# New top poster on UKAPS!!



## LondonDragon (3 Jan 2021)

Congrats to Darrell @dw1305 for taking the top spot that I held for so many years haha  was inevitable!! Doubt I will ever catch you again 





Onwards for the 20k! Maybe @George Farmer can send you a copy of his book


----------



## papa_c (3 Jan 2021)

@dw1305 your wisdom and knowledge is invaluable to the forum, long may it continue!


----------



## DeepMetropolis (4 Jan 2021)

Congratulations Darrel!


----------



## dw1305 (4 Jan 2021)

Hi all, 


LondonDragon said:


> Congrats to Darrell @dw1305 for taking the top spot


Thanks Paulo, @DeepMetropolis & @papa_c , but I have cheated really by making the same post 11,000 times. 

cheers Darrel


----------



## Wookii (4 Jan 2021)

Lol congrats Darrel - I, like many others I'm sure, have benefitted greatly from your insightful assistance and huge technical knowledge on this forum. Thank you for your ongoing contributions!


----------



## Wolf6 (4 Jan 2021)

Grats  your posts are often a great source of insight for me  Keep it up!


----------



## noodlesuk (4 Jan 2021)

Great work @dw1305, your knowledge has enlightened me on many a subject. Thankyou!

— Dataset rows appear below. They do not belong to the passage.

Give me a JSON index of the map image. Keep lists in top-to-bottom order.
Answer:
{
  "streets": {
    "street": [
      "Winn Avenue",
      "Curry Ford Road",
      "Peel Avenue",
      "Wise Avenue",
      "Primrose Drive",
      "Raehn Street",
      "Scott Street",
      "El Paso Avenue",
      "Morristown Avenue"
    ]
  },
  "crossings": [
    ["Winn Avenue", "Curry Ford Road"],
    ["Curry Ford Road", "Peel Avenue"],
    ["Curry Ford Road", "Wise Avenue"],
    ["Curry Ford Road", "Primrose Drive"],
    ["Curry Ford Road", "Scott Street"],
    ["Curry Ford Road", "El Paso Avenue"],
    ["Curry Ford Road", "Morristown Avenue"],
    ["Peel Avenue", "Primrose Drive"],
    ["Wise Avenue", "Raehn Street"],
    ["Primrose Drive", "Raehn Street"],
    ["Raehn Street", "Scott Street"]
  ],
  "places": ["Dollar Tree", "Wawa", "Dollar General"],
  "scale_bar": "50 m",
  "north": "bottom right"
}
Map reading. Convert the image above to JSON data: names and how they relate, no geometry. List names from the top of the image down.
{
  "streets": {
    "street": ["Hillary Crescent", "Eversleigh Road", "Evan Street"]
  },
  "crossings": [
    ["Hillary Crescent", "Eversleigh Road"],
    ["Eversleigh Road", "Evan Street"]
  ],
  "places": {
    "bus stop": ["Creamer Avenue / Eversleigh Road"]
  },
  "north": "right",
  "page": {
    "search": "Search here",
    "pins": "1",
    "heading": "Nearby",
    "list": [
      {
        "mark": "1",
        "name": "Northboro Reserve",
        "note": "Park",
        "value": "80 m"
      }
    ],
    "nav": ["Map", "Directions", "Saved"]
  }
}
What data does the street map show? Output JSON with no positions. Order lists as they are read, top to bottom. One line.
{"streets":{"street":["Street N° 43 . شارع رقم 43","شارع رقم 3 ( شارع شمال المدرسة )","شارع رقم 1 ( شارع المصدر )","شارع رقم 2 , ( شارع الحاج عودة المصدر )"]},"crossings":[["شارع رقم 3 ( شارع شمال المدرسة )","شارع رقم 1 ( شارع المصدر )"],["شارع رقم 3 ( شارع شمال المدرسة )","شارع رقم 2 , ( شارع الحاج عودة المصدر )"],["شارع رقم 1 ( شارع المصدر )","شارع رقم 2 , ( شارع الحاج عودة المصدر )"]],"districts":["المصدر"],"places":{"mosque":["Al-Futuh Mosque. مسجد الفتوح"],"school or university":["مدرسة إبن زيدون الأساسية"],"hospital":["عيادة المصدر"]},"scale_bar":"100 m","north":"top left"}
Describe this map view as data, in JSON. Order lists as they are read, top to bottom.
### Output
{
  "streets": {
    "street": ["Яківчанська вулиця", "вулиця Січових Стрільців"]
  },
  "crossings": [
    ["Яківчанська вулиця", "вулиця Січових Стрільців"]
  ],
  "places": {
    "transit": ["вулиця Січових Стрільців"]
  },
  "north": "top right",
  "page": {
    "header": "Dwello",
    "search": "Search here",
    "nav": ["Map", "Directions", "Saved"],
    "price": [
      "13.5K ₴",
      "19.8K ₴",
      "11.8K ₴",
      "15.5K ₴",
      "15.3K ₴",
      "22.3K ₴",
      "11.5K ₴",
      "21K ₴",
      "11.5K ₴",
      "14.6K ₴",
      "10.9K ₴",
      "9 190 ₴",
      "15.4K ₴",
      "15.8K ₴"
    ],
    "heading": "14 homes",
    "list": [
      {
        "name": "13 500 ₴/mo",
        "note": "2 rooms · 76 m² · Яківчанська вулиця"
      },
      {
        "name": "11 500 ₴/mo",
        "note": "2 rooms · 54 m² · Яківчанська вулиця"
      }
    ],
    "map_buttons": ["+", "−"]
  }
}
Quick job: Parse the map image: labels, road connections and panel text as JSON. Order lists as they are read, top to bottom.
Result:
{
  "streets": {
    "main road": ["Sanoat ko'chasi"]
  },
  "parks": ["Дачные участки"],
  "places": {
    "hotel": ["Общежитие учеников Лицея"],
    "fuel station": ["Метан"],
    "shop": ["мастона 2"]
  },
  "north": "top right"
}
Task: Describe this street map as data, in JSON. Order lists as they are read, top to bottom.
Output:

Is there a (santised) Top Poster trophy being handed over from @LondonDragon


----------



## dw1305 (4 Jan 2021)

Hi all,


noodlesuk said:


> Is there a (santised) Top Poster trophy being handed over


Already done. I'm leaving it in the garden until I virtually transfer it to @Tim Harrison sometime later in the year.

cheers Darrel


----------



## PARAGUAY (4 Jan 2021)

LondonDragon said:


> Congrats to Darrell @dw1305 for taking the top spot that I held for so many years haha  was inevitable!! Doubt I will ever catch you again
> 
> View attachment 159912
> Onwards for the 20k! Maybe @George Farmer can send you a copy of his book


No wonder were the best society look at those names


----------



## Zeus. (4 Jan 2021)

dw1305 said:


> but I have cheated really by making the same post 11,000 times.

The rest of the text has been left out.